◆ Available data
● ● ● ● ●
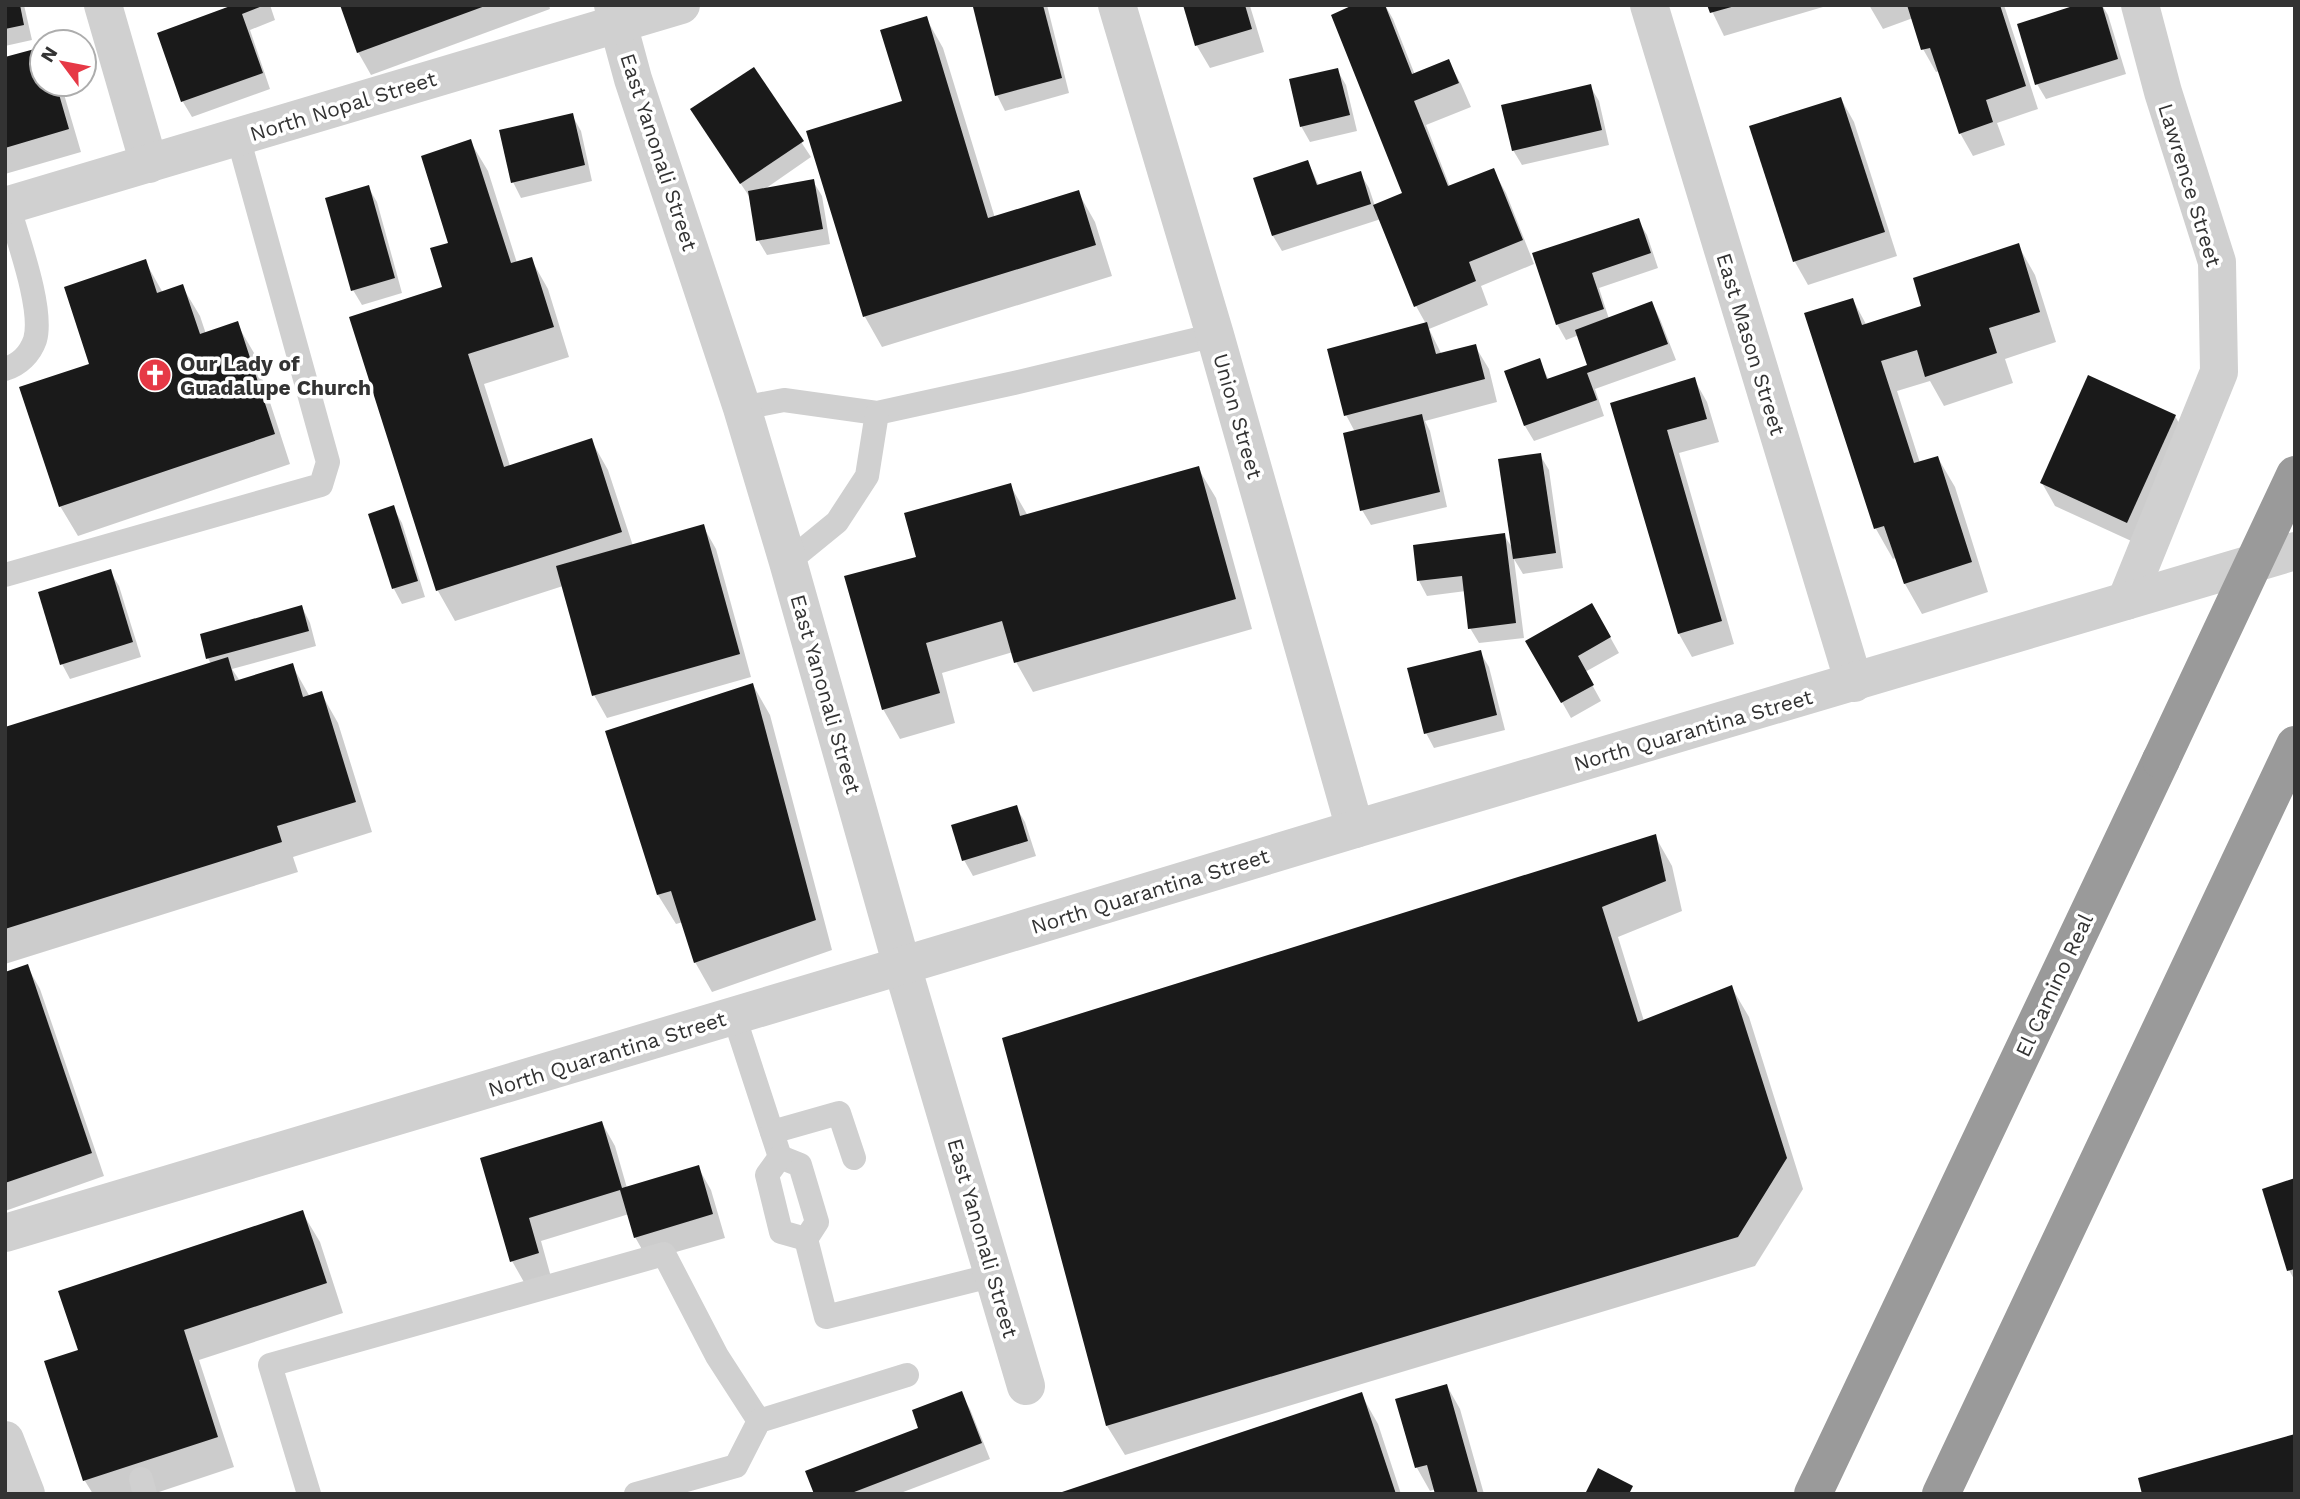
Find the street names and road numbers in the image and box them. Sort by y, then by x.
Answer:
street label: East Yanonali Street [615,50,703,254]
street label: North Nopal Street [247,66,439,146]
street label: Lawrence Street [2153,100,2227,270]
street label: East Mason Street [1711,250,1791,438]
street label: Union Street [1208,350,1268,482]
street label: East Yanonali Street [786,591,867,797]
street label: North Quarantina Street [1571,684,1816,776]
street label: North Quarantina Street [1028,843,1272,939]
street label: El Camino Real [2010,909,2098,1060]
street label: North Quarantina Street [485,1006,729,1102]
street label: East Yanonali Street [943,1135,1024,1341]

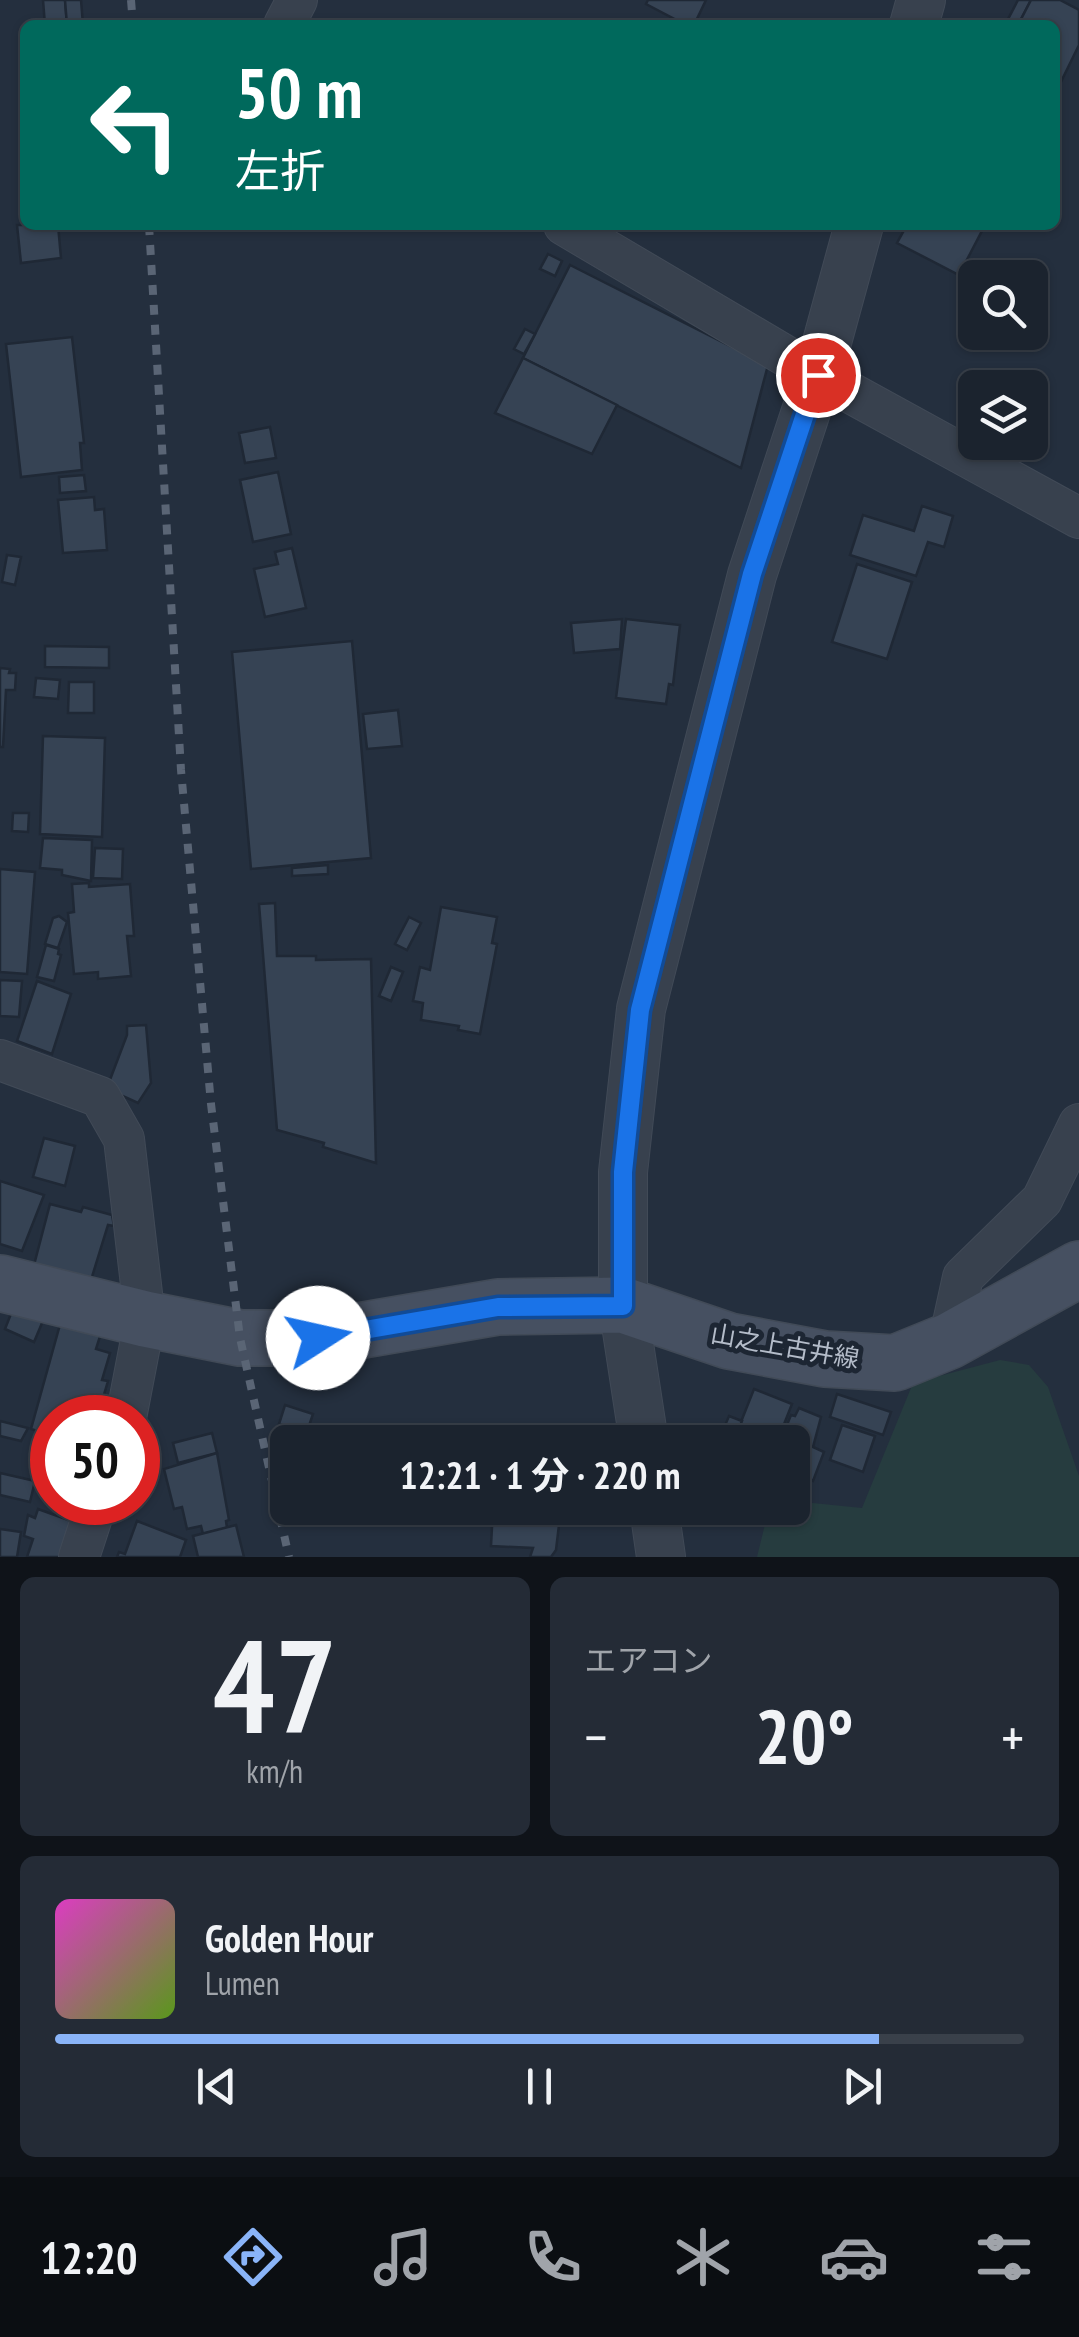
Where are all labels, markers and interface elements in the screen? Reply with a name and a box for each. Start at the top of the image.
● ● ● ● ●
◆ Problem description
Please return the records above exactly as written, dropping every picture.

◆ Written solution
Find the street names and road numbers in the image and box them. Sort by y, then by x.
Answer:
street label: East Yanonali Street [615,50,703,254]
street label: North Nopal Street [247,66,439,146]
street label: Lawrence Street [2153,100,2227,270]
street label: East Mason Street [1711,250,1791,438]
street label: Union Street [1208,350,1268,482]
street label: East Yanonali Street [786,591,867,797]
street label: North Quarantina Street [1571,684,1816,776]
street label: North Quarantina Street [1028,843,1272,939]
street label: El Camino Real [2010,909,2098,1060]
street label: North Quarantina Street [485,1006,729,1102]
street label: East Yanonali Street [943,1135,1024,1341]

Where are all labels, markers and interface elements in the screen? Reply with a name and a box for each. Start at the top of the image.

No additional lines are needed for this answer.